— Recorded information —
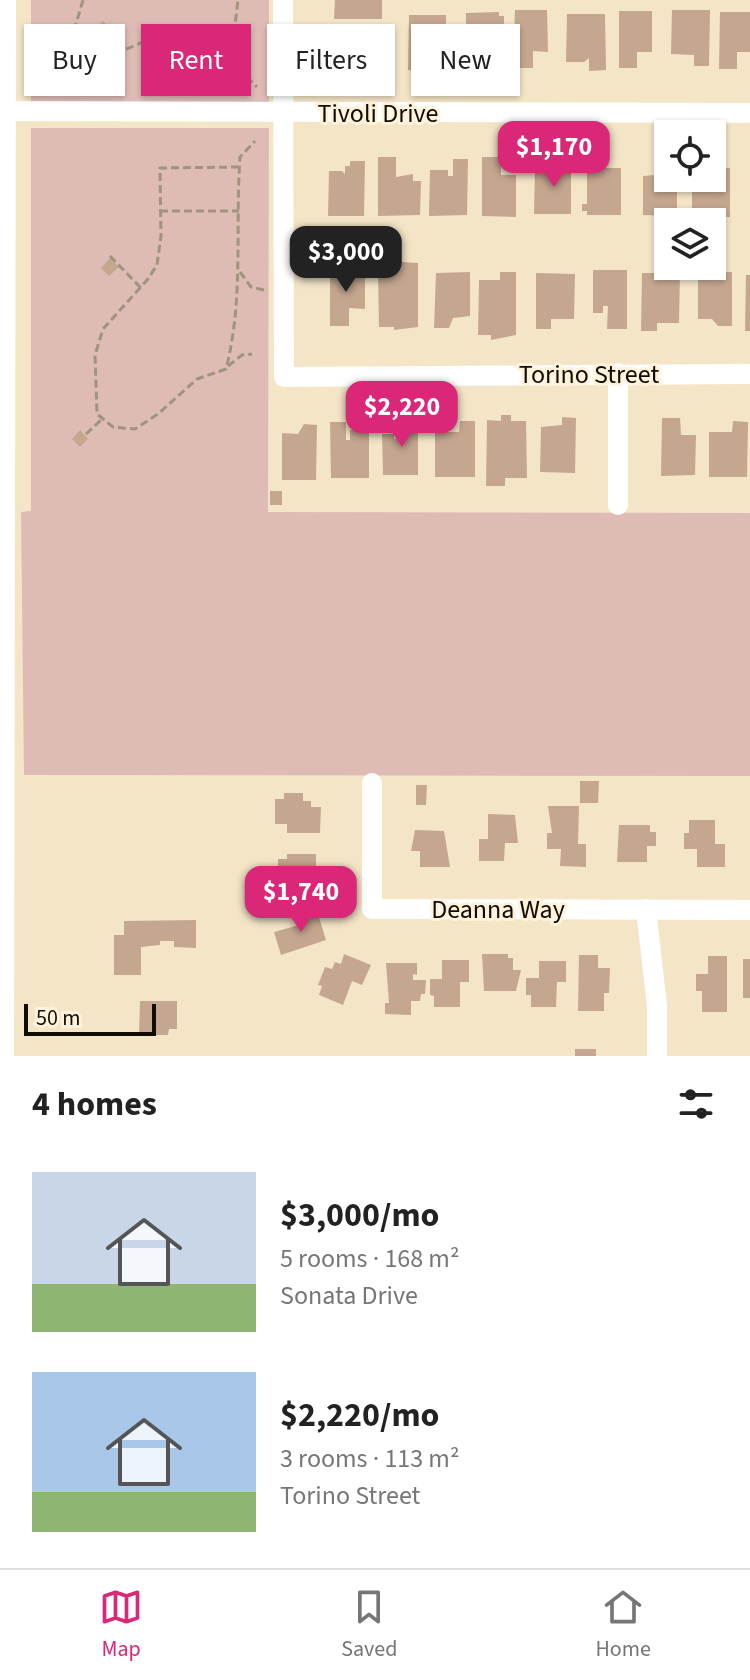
<!DOCTYPE html>
<html lang="en">
<head>
<meta charset="utf-8">
<style>
  body { margin:0; font-family:"Source Sans 3",sans-serif; background:#f2f2f2; color:#222; height:100vh; display:flex; flex-direction:column; font-size:30px; white-space:nowrap }
  * { box-sizing:border-box; margin:0 }
  p { font-size:26px; color:#767676 }
  .icon { flex:none; width:44px; height:44px; fill:none; stroke:currentColor; stroke-width:2; stroke-linecap:round; stroke-linejoin:round }
  .map { position:relative; height:1056px; overflow:hidden }
  .sheet { display:flex; flex-direction:column; background:#fff; flex:1 }
  .sheet>* { flex:none }
  .top-card { position:absolute; left:24px; top:24px; width:702px; height:72px; display:flex; gap:16px }
  .controls { position:absolute; left:654px; top:120px; display:grid; gap:16px }
  .controls a { display:grid; place-items:center; width:72px; height:72px; border-radius:0px; background:#fff; box-shadow:0 2px 6px #0004; font-size:40px }
  .scale { position:absolute; left:24px; bottom:20px; width:132px; box-sizing:border-box; padding-left:8px; border:4px solid #100b03; border-top:0; font-size:22px; line-height:28px; white-space:nowrap; color:#100b03; -webkit-text-stroke:6px #fff2db; paint-order:stroke }
  .price { position:absolute; translate:-50% -68px; padding:0 18px; border-radius:16px; background:#db2777; color:#fff; font-size:26px; line-height:52px; filter:drop-shadow(0 2px 4px #0008) }
  .price::after { content:''; position:absolute; left:50%; top:48px; width:24px; height:18px; margin-left:-12px; background:inherit; clip-path:polygon(0 0,100% 0,50% 100%) }
  .price.current { background:#222; color:#fff }
  ul { padding:0; list-style:none }
  li { display:flex; align-items:center; gap:24px; height:200px; padding:0 32px }
  li span { display:grid; place-items:center; flex:none; width:224px; height:160px; border-radius:0px; color:#555 }
  li>.icon { margin-inline-start:auto }
  span .icon { width:96px; height:96px; fill:#fffc; stroke-width:1 }
  li b { font-size:34px }
  h2 { display:flex; justify-content:space-between; align-items:center; height:96px; padding:0 32px; font-size:34px }
  .pill { padding:0 28px; border-radius:0px; background:#fff; box-shadow:0 2px 6px #0004; font-size:28px; line-height:72px }
  .pill.current { background:#db2777; color:#fff }
  .menu { display:flex; justify-content:space-around; align-items:center; height:112px; border-top:2px solid #e0e0e0; background:#fff; font-size:22px; color:#767676 }
  .menu a { display:grid; justify-items:center; gap:4px }
  .menu .current { color:#db2777 }
  .map>svg:first-child { display:block }
  .green { fill:#debcb5 }
  .building { fill:#c5a790 }
  .lines { fill:none; stroke-linecap:round; stroke-linejoin:round }
  .path { stroke:#9f947e; stroke-width:3; stroke-dasharray:8 4; stroke-linecap:butt }
  .minor { stroke:#fff; stroke-width:20 }
  .labels { text-anchor:middle; stroke-width:6; stroke-linejoin:round; paint-order:stroke }
  .street-label { font-size:26px; fill:#100b03; stroke:#fff2db }
</style>
</head>
<body>
<div class="map">
<svg width="750" height="1056" viewBox="0 0 750 1056">
  <rect width="100%" height="100%" fill="#f4e5c7"/>
  <!-- green -->
  <g class="green">
    <path d="M31,0H269V104L31,102Z"/>
    <path d="M31,128H269L268,512L750,513V776L24,775L21,512L31,511Z"/>
  </g>
  <!-- building -->
  <g class="building">
    <path d="M335,0H382V19H334Z"/>
    <path d="M515,10H547L548,52L533,51V68H513Z"/>
    <path d="M672,10H710L709,66H694V55L671,54Z"/>
    <path d="M619,11H652V52H637V68H619Z"/>
    <path d="M499,12V16H504V64H500V68H484L483,59H466V13Z"/>
    <path d="M720,12H750V52H737V69H719Z"/>
    <path d="M567,14H605L606,70L589,71V58L584,62H566Z"/>
    <path d="M409,15H446V62H429V54H424V71L408,70Z"/>
    <path d="M103,21L111,29L102,38L94,29Z"/>
    <path d="M325,36L386,37V71L347,70L348,56H326Z"/>
    <path d="M167,52L168,65H153V53Z"/>
    <path d="M378,157H396V177L413,174V181H421L420,215L378,216Z"/>
    <path d="M482,157H501V175H516V217L482,216Z"/>
    <path d="M556,157H571V214H534L535,168H556Z"/>
    <path d="M587,158H600V168H621V215H587V211H582V204H587Z"/>
    <path d="M453,159H468L467,215L429,216L430,170H448V176H453Z"/>
    <path d="M659,159H668V178H677V216L643,215V176L655,175V180L659,181Z"/>
    <path d="M350,161H365L364,216H328L329,171H342L345,174V166H350Z"/>
    <path d="M712,168H730V217L692,216V178H712Z"/>
    <path d="M110,258L119,267L109,276L101,268Z"/>
    <path d="M400,262L418,263V327L394,330V327H379L378,269H400Z"/>
    <path d="M330,267L365,268V309L349,308V326H330Z"/>
    <path d="M593,270H627V329H607L608,306H603V313H593Z"/>
    <path d="M470,272V316L453,318L449,328H434L436,273Z"/>
    <path d="M500,272H516V335L491,340V335H478L479,280H500Z"/>
    <path d="M698,272H732V326H718L712,319H698Z"/>
    <path d="M536,273L575,274L574,319H551V329H536Z"/>
    <path d="M642,273H680L679,323H657V331H641Z"/>
    <path d="M746,275H750V331H745Z"/>
    <path d="M501,415H511V421H526L527,478H505V486H486L487,420L501,421Z"/>
    <path d="M398,417H418V475H383L382,434H394V439H398Z"/>
    <path d="M562,417L576,418L575,473L540,472L541,427L562,425Z"/>
    <path d="M662,418H680L681,435H696L695,475L661,476Z"/>
    <path d="M460,421H475V477H435V432H459Z"/>
    <path d="M733,421L748,422L747,477H709V432H732Z"/>
    <path d="M330,422H346V440H350V430H369V478H331Z"/>
    <path d="M304,424L317,425L316,480H282V433L298,434Z"/>
    <path d="M80,430L88,439L80,447L72,439Z"/>
    <rect x="270" y="491" width="12" height="14"/>
    <path d="M580,781H599L598,803H580Z"/>
    <path d="M416,785H427L426,805H416Z"/>
    <path d="M284,793H303V801H311V807H321L320,833H287V824H275V799H284Z"/>
    <path d="M548,806H579L578,844H586V867L560,866L561,849H547V833H552Z"/>
    <path d="M488,814L515,815L518,843H505L504,861H479V839H488Z"/>
    <path d="M689,820H715V844H725V867H697V849H684V833H689Z"/>
    <path d="M619,825H650V832H656V846H647V862H617Z"/>
    <path d="M415,830L444,831L450,867H420V851H411Z"/>
    <path d="M287,854H316V884H300V892H286V887H278V859H287Z"/>
    <path d="M317,911L326,940L281,955L274,932L299,925L297,916Z"/>
    <path d="M196,920V948L174,947V941H160V945L141,947V975H114V935H124V921Z"/>
    <path d="M344,954L371,965L362,985L352,981L343,1005L319,995L322,986L318,985L325,967L332,969L335,962L341,964Z"/>
    <path d="M482,954H508V958H513V970H521L516,991H484Z"/>
    <path d="M579,955H598V968H610L609,993H604V1011H578Z"/>
    <path d="M708,956H727V1012H702V991H696V974H708Z"/>
    <rect x="743" y="959" width="7" height="39"/>
    <path d="M442,960H469V982H460V1007H434V996L430,995V979H442Z"/>
    <path d="M539,961H566V982H557L556,1007H531V995H526V978H539Z"/>
    <path d="M386,963H417V975L413,974V980H426L425,994H421L420,1001H411V1015L385,1014V1003H389Z"/>
    <path d="M140,1001H177V1029H169L168,1035H139Z"/>
    <rect x="575" y="1049" width="21" height="7"/>
  </g>
  <g class="lines">
    <!-- path -->
    <g class="path">
      <path d="M83,0L76,24L78,35L84,47L96,55L108,57L150,39L215,41L235,25L238,0"/>
      <path d="M215,41L225,56L257,87"/>
      <path d="M84,47L96,35"/>
      <path d="M239,167L160,168L161,236L157,265L148,279L103,329L95,355L97,414L113,427L135,429L158,414L197,379L226,369C244,299 235,229 240,157L255,141"/>
      <path d="M160,211H239"/>
      <path d="M110,256L141,288"/>
      <path d="M240,272L251,287L264,290"/>
      <path d="M228,366L242,355L252,354"/>
      <path d="M86,434L101,420"/>
    </g>
    <!-- minor -->
    <g class="minor">
      <path d="M283,0L284,377L750,374"/>
      <path d="M6,111L750,113"/>
      <path d="M618,373V505"/>
      <path d="M372,783V909L750,910"/>
      <path d="M646,909L657,1006V1056"/>
      <path d="M4,1056L6,0"/>
    </g>
  </g>
  <g class="labels">
    <!-- street labels -->
    <g class="street-label">
      <text x="378" y="122">Tivoli Drive</text>
      <text x="589" y="383">Torino Street</text>
      <text x="498" y="918">Deanna Way</text>
    </g>
  </g>
</svg>
<div class="controls">
<a><svg class="icon" aria-label="locate" viewBox="0 0 24 24"><circle cx="12" cy="12" r="6"/><path d="M12 2v4M12 18v4M2 12h4M18 12h4"/></svg></a>
<a><svg class="icon" aria-label="layers" viewBox="0 0 24 24"><path d="M12 4l9 5-9 5-9-5zM3 14l9 5 9-5"/></svg></a>
</div>
<div class="scale">50 m</div>
<b class="price" style="left:554px;top:189px">$1,170</b>
<b class="price current" style="left:346px;top:294px">$3,000</b>
<b class="price" style="left:402px;top:449px">$2,220</b>
<b class="price" style="left:301px;top:934px">$1,740</b>
<div class="top-card">
<a class="pill">Buy</a>
<a class="pill current">Rent</a>
<a class="pill">Filters</a>
<a class="pill">New</a>
</div>
</div>
<section class="sheet">
<h2>4 homes<svg class="icon" aria-label="filters" viewBox="0 0 24 24"><path d="M4 7h16M4 17h16"/><circle cx="9" cy="7" r="2"/><circle cx="15" cy="17" r="2"/></svg></h2>
<ul>
<li><span style="background:linear-gradient(#c9d6e8 70%,#8fb573 0)"><svg class="icon" aria-label="home" viewBox="0 0 24 24"><path d="M3 11l9-7 9 7M6 9v11h12V9"/></svg></span><div><b>$3,000/mo</b><p>5 rooms · 168 m²</p><p>Sonata Drive</p></div></li>
<li><span style="background:linear-gradient(#a9c7e8 75%,#8fb573 0)"><svg class="icon" aria-label="home" viewBox="0 0 24 24"><path d="M3 11l9-7 9 7M6 9v11h12V9"/></svg></span><div><b>$2,220/mo</b><p>3 rooms · 113 m²</p><p>Torino Street</p></div></li>
</ul>
</section>
<nav class="menu">
<a class="current"><svg class="icon" aria-label="map" viewBox="0 0 24 24"><path d="M3 6l6-2 6 2 6-2v14l-6 2-6-2-6 2zM9 4v14M15 6v14"/></svg>Map</a>
<a><svg class="icon" aria-label="saved" viewBox="0 0 24 24"><path d="M7 4h10v16l-5-4-5 4z"/></svg>Saved</a>
<a><svg class="icon" aria-label="home" viewBox="0 0 24 24"><path d="M3 11l9-7 9 7M6 9v11h12V9"/></svg>Home</a>
</nav>
</body>
</html>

— Required action —
Starting with the first line of the material, print each line exactly until you have printed the line with "display:flex; flex-direction:column; background:#fff;", and skip the pictures.

— Written answer —
<!DOCTYPE html>
<html lang="en">
<head>
<meta charset="utf-8">
<style>
  body { margin:0; font-family:"Source Sans 3",sans-serif; background:#f2f2f2; color:#222; height:100vh; display:flex; flex-direction:column; font-size:30px; white-space:nowrap }
  * { box-sizing:border-box; margin:0 }
  p { font-size:26px; color:#767676 }
  .icon { flex:none; width:44px; height:44px; fill:none; stroke:currentColor; stroke-width:2; stroke-linecap:round; stroke-linejoin:round }
  .map { position:relative; height:1056px; overflow:hidden }
  .sheet { display:flex; flex-direction:column; background:#fff; flex:1 }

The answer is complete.